替格瑞洛(TCG)是一种生物药剂学分类系统(BCS)IV类抗血小板药物,用于预防急性冠脉综合征患者的血小板聚集,其溶解性和渗透性较差。本研究的目的是开发一种替格瑞洛的自纳米乳化药物递送系统(SNEDDS),以提高其溶解性和渗透性。根据替格瑞洛的最大溶解度选择辅料,并通过紫外分光光度计进行观察。使用油、表面活性剂和助表面活性剂的不同组合(1:1、2:1和3:1)制备替格瑞洛-SNEDDS制剂,并绘制伪三元相图。观察纳米乳区域。分别使用丁香油(10 - 20%)、吐温80(45 - 70%)和聚乙二醇400(20 - 45%)作为油、表面活性剂和助表面活性剂。对所选制剂(F1、F2、F3、F4、F5和F6)进行ζ电位、多分散指数(PDI)、ζ粒径、自乳化试验、浊点测定、热力学研究、包封率、傅里叶变换红外光谱(FTIR)、X射线衍射(XRD)、差示扫描量热法(DSC)、热重分析(TGA)、扫描电子显微镜(SEM)、溶出度、渗透率和药效学研究。替格瑞洛-SNEDDS制剂的ζ电位为-9.92至-6.23 mV,ζ平均粒径为11.85 - 260.4 nm,且具有良好的PDI。所选替格瑞洛-SNEDDS F4在pH 6.8磷酸盐缓冲液中的药物释放率约为98.45%,F6约为97.86%,与12小时后纯替格瑞洛混悬液的28.05%相比,替格瑞洛在0.1 N盐酸和pH 6.8磷酸盐缓冲液中的溶出度有所提高。
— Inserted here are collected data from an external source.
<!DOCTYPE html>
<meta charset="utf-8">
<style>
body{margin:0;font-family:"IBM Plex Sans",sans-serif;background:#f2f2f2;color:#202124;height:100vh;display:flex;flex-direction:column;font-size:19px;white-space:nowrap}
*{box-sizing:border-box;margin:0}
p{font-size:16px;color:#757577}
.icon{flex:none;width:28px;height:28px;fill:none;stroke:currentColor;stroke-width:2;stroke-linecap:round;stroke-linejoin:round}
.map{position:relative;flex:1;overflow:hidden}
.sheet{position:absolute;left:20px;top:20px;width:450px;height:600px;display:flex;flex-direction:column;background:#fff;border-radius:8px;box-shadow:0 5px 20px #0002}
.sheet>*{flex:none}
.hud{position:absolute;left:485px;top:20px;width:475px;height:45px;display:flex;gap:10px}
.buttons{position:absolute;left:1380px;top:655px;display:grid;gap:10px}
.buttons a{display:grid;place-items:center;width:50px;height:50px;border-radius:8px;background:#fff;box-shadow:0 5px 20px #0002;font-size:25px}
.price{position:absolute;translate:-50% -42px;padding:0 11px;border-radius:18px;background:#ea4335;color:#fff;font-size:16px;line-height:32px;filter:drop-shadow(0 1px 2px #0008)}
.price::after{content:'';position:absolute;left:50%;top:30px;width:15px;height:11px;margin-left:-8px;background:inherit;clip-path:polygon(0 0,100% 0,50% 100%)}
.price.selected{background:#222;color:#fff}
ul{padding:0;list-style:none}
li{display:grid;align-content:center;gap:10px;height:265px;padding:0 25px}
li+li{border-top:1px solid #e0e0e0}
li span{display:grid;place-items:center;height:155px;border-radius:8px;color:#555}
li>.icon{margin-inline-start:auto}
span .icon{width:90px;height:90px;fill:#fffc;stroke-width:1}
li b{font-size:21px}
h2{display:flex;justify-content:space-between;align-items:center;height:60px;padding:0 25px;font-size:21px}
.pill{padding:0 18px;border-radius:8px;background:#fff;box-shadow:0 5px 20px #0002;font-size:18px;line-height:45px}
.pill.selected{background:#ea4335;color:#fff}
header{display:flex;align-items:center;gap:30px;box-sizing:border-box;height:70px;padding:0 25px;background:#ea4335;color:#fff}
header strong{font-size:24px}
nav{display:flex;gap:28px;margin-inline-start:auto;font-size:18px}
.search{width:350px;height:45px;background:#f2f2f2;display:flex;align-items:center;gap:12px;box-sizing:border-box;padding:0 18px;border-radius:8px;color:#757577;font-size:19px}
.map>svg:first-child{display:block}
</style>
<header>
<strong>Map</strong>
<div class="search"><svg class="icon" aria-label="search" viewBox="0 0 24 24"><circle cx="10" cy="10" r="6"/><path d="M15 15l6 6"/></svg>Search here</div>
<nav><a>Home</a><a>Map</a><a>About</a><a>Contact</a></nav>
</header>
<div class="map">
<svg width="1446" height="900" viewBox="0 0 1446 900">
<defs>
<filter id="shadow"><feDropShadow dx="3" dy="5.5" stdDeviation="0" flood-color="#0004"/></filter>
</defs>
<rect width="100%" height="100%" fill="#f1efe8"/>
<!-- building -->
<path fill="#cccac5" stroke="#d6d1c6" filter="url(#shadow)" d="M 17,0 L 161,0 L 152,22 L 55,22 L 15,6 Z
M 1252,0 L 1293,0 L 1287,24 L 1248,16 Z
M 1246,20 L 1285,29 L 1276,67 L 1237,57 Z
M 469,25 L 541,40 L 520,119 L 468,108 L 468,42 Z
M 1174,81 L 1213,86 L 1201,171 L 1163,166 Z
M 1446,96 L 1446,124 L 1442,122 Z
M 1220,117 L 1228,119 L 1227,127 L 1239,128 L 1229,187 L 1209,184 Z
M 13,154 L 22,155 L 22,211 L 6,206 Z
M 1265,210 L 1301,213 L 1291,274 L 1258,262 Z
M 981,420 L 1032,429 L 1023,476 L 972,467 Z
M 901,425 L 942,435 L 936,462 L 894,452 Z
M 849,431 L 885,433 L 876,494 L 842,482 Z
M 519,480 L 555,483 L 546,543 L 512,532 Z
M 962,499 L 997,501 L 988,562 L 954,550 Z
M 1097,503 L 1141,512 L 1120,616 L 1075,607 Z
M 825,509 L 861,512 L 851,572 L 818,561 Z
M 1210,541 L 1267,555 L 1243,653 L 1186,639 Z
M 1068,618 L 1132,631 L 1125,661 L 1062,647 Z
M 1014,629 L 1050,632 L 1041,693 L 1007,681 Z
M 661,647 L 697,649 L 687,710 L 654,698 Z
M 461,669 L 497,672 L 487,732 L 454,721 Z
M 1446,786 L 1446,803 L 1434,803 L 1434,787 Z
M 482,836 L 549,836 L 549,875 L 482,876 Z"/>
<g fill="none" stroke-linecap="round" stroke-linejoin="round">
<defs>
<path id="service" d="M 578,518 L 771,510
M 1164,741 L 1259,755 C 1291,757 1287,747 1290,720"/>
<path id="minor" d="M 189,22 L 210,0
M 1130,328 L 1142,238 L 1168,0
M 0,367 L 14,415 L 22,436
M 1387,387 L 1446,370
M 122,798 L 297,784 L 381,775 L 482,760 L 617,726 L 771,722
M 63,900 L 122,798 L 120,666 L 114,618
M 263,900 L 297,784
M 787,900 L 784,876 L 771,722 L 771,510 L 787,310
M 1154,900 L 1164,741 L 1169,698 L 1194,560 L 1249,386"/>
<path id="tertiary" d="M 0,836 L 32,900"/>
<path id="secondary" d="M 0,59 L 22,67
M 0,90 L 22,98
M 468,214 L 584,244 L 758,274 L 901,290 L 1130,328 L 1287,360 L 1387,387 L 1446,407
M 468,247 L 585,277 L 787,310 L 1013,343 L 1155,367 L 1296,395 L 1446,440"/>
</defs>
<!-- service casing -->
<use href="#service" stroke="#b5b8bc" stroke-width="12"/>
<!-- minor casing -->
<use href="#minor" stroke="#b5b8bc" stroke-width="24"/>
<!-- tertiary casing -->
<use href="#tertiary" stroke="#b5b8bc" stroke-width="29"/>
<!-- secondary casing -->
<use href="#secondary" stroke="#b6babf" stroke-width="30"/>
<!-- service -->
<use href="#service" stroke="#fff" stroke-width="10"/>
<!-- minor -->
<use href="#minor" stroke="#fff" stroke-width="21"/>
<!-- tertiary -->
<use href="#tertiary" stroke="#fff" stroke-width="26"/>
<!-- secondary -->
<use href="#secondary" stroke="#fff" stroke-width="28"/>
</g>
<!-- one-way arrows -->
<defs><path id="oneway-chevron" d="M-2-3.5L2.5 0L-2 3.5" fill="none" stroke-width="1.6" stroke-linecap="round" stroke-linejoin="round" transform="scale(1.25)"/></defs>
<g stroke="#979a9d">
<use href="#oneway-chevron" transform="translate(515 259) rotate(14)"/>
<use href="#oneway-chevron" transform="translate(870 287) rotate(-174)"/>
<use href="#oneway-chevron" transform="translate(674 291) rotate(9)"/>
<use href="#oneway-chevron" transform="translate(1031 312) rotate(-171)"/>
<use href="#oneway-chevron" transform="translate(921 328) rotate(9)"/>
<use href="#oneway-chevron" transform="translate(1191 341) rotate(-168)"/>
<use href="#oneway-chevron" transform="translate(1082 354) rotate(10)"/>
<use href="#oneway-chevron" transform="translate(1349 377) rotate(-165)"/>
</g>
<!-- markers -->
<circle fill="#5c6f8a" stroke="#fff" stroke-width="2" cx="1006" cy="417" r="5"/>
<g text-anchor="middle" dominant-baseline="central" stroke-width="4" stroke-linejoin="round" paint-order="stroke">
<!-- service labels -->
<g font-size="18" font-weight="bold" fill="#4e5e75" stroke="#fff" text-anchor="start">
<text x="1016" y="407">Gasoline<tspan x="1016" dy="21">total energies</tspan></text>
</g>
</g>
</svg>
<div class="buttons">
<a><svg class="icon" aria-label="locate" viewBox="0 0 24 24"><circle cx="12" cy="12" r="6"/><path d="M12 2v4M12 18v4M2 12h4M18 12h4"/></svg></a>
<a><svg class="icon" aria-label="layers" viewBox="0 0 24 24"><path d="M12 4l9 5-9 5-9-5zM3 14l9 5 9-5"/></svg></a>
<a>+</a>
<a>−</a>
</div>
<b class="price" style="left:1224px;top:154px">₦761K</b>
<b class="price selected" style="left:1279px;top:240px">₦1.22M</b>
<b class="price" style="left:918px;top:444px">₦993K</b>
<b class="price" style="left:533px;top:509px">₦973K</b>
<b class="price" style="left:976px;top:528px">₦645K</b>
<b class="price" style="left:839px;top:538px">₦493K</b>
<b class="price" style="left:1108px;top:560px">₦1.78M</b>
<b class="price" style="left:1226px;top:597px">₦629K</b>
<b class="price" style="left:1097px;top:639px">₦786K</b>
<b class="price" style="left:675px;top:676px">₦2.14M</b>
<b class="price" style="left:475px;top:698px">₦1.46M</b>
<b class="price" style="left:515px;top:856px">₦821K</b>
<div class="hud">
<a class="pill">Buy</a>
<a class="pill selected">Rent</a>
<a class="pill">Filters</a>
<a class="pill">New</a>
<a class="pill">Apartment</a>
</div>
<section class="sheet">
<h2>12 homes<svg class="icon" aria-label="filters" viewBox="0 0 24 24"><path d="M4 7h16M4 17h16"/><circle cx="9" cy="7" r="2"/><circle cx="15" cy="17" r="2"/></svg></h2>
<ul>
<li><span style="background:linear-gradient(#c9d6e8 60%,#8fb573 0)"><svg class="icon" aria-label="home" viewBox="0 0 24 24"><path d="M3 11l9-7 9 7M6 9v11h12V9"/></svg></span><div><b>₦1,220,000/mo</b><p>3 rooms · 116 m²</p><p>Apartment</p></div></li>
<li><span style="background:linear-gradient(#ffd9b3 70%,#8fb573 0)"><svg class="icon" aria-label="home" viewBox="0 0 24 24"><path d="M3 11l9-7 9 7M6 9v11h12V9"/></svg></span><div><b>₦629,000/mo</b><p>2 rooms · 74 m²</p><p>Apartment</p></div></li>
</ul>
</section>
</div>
而F4在0.1 N盐酸中的药物释放率约为62.03%,F6约为73.57%,高于纯替格瑞洛混悬液的10.35%。在渗透率研究中,F4的表观渗透率也有所提高,为2.7×10⁻⁶ cm/s,而纯药物混悬液为0.6708×10⁻⁶ cm/s。家兔体内的药效学研究表明,与纯替格瑞洛混悬液相比,替格瑞洛-SNEDDS F4的抗血小板活性增强。这些结果表明,替格瑞洛-SNEDDS可能是通过提高替格瑞洛的溶解性和渗透性来增强其抗血小板活性的有效手段。